The NBA is launching an unprecedented and ambitious operation – hosting the rest of its season in a centralized location with frequent testing – because that’s what’s necessary to play amid the coronavirus pandemic.
What about next season?
Coronavirus will likely remain a danger on Dec. 1, when the league hopes to begin. That threatens fan attendance. Heck, that could undermine teams playing at all in their home markets. All 30 teams, rather than just 22, adds complications.
Even if the season gets off the ground, there will be financial issues.
“The truth is, things are changing so fast that, when it comes to next season, the best we can do is put a stake in the ground and make a guess,” an Eastern Conference team president said. “The reality is nobody is probably going to operate in the black next season.
“The only question is how much each of us are going to lose.”
NBA owners love to cry poor. The actual math often reveals a different picture. There are complexities that teams can hide.

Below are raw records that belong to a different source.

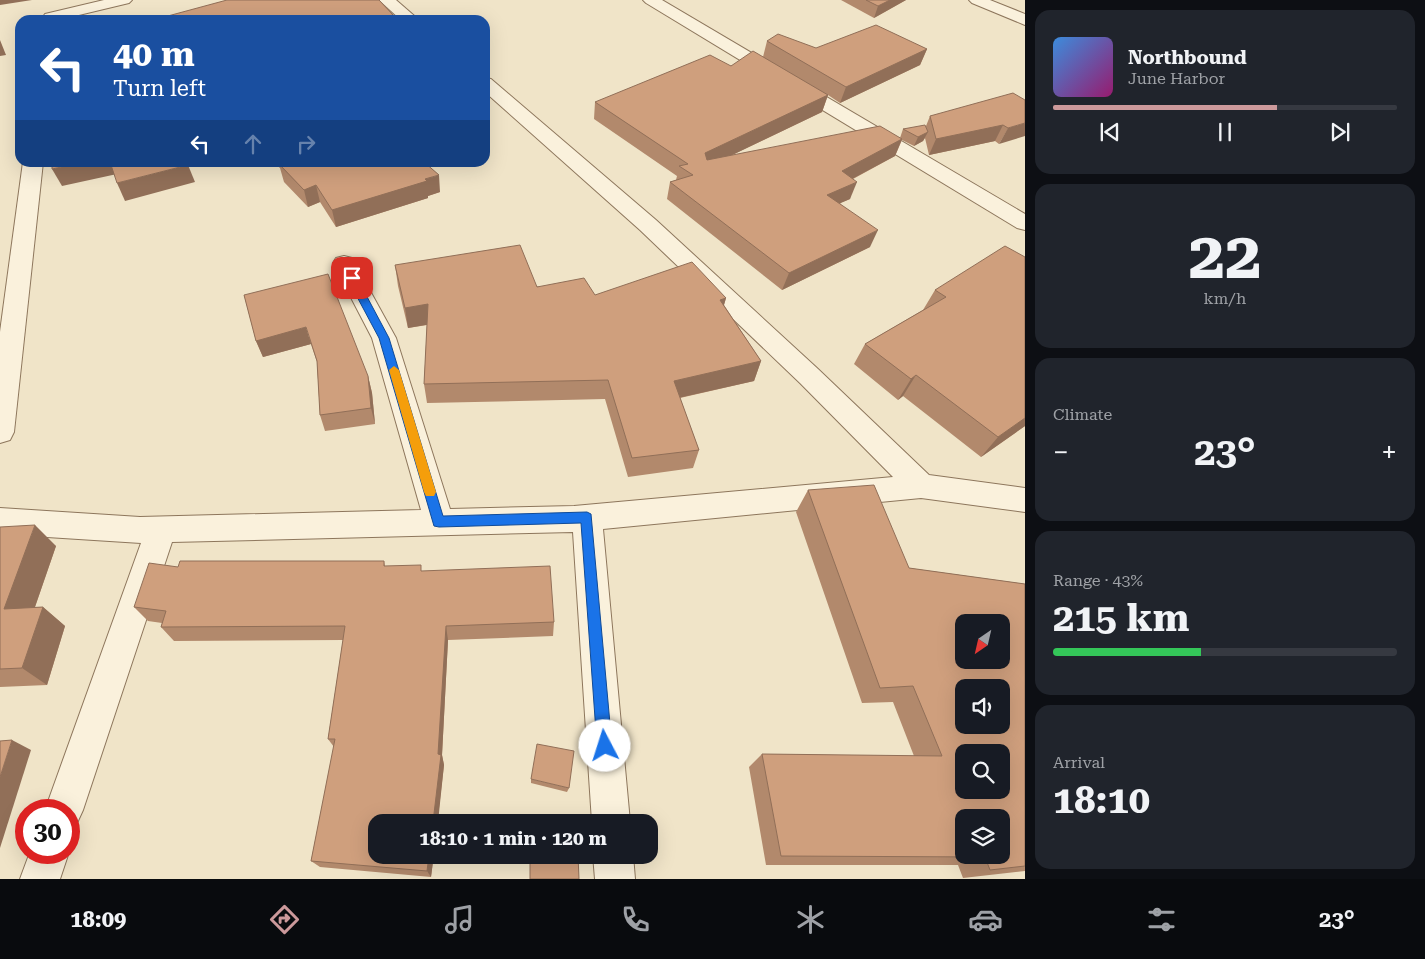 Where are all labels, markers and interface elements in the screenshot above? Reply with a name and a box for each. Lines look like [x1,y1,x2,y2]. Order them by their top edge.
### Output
text: 40 m [113,34,195,75]
icon: left [30,35,95,100]
text: Northbound [1128,46,1247,69]
text: June Harbor [1128,69,1225,88]
text: Turn left [113,76,206,101]
icon: previous [1096,118,1124,146]
icon: pause [1211,118,1239,146]
icon: next [1326,118,1354,146]
icon: left [186,130,214,158]
icon: ahead [239,130,267,158]
icon: right [292,130,320,158]
text: 22 [1189,218,1261,294]
pin [331,257,373,299]
icon: arrive [338,264,366,292]
text: km/h [1204,289,1246,308]
text: Climate [1053,405,1112,424]
text: 23° [1194,430,1256,474]
text: − [1053,436,1069,469]
text: + [1381,436,1397,469]
text: Range · 43% [1053,571,1143,590]
text: 215 km [1053,596,1189,640]
north arrow [955,614,1010,669]
map controls [955,614,1010,864]
button: sound [955,679,1010,734]
position arrow [578,719,630,771]
button: search [955,744,1010,799]
text: Arrival [1053,753,1105,772]
text: 18:10 [1053,778,1150,822]
speed limit sign: 30 [15,799,80,864]
button: layers [955,809,1010,864]
text: 18:10 · 1 min · 120 m [419,827,607,850]
icon: directions [267,902,302,937]
icon: music [442,902,477,937]
icon: phone [618,902,653,937]
icon: climate [793,902,828,937]
icon: car [968,902,1003,937]
icon: filters [1144,902,1179,937]
text: 18:09 [70,907,126,932]
text: 23° [1319,907,1355,932] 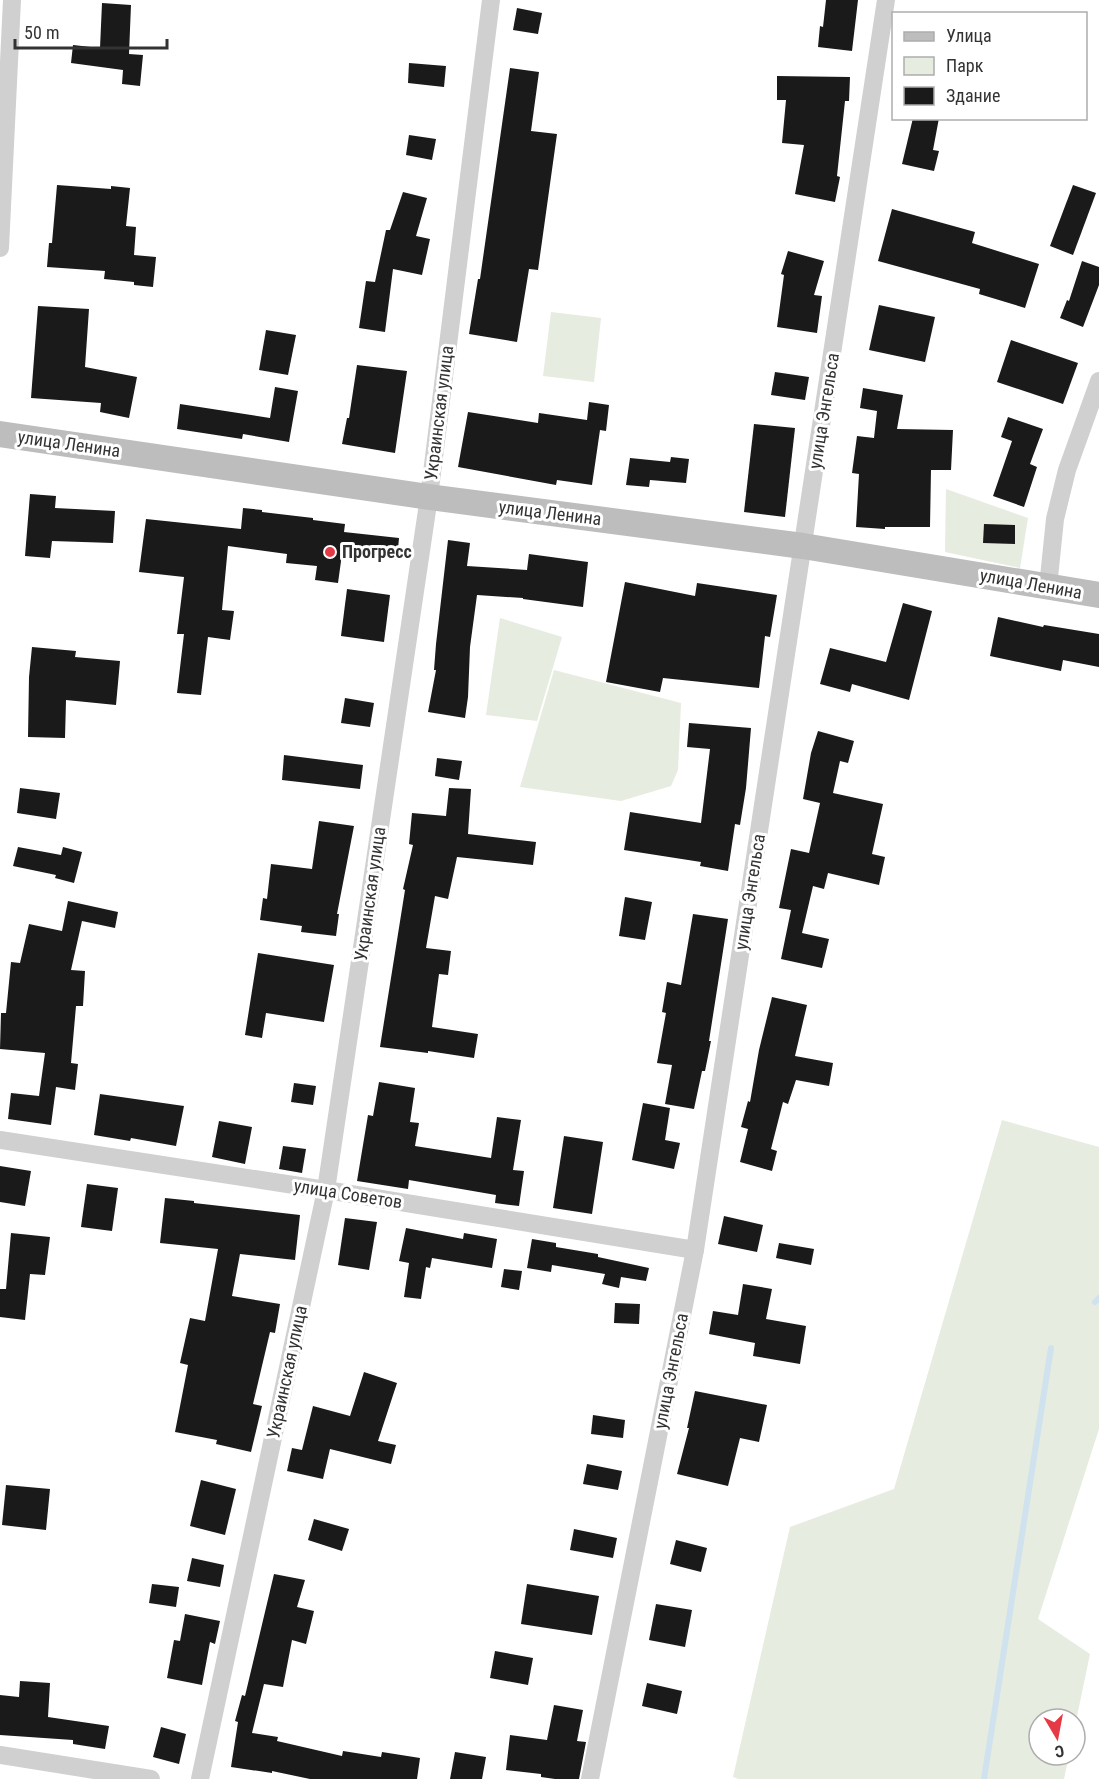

Some teams have already cut employees salaries. But some teams are also doing extravagant things like shipping their courts to Disney World for practice:
Still, NBA commissioner Adam Silver estimated 40% of league revenue comes from ticket sales and other game-day sources. If teams are ever believable about losing money, it’d be now. Coronavirus has wrecked so many sectors of the economy.
Revenue falling significantly would be felt by players, who – per the Collective Bargaining Agreement – receive about half of Basketball Related Income. (That 50-50 agreement supersedes players’ stated salaries in their contracts.)
It’s undecided how and when players would suffer those losses.
The 2020-21 salary cap could be reduced. But that would put the burden on players – free agents, draft picks – signing new contracts next offseason.
That’s why the salary cap is reportedly expected to remain roughly flat. There are a couple options within that scenario.
Players could have a larger share of their salaries withheld (as they’re doing this season). Then, at the end of the season, owners would return whatever money is necessary to reach the 50-50 split. However, that would reduce players’ spending power during the season.
Or players could collect their usual salaries with an artificially high salary cap. However, that would likely mean they get more than their entitled 50% share and the salary cap would be reduce in future seasons to offset. Current players – some of whom won’t be in the league in future years – would probably love that. Owners likely wouldn’t accept paying players more sooner.
Increased withholding from player salaries is probably the best option. But there’s plenty to decide about the exact withholding amount and how long the money is held. To ensure enough money is withheld, the percentage should initially be fairly high. Then, as the revenue picture becomes clearer, the withholding amount could decrease in future paychecks.
Of course, that assumes the league finds a safe way to play. Which is the biggest challenge.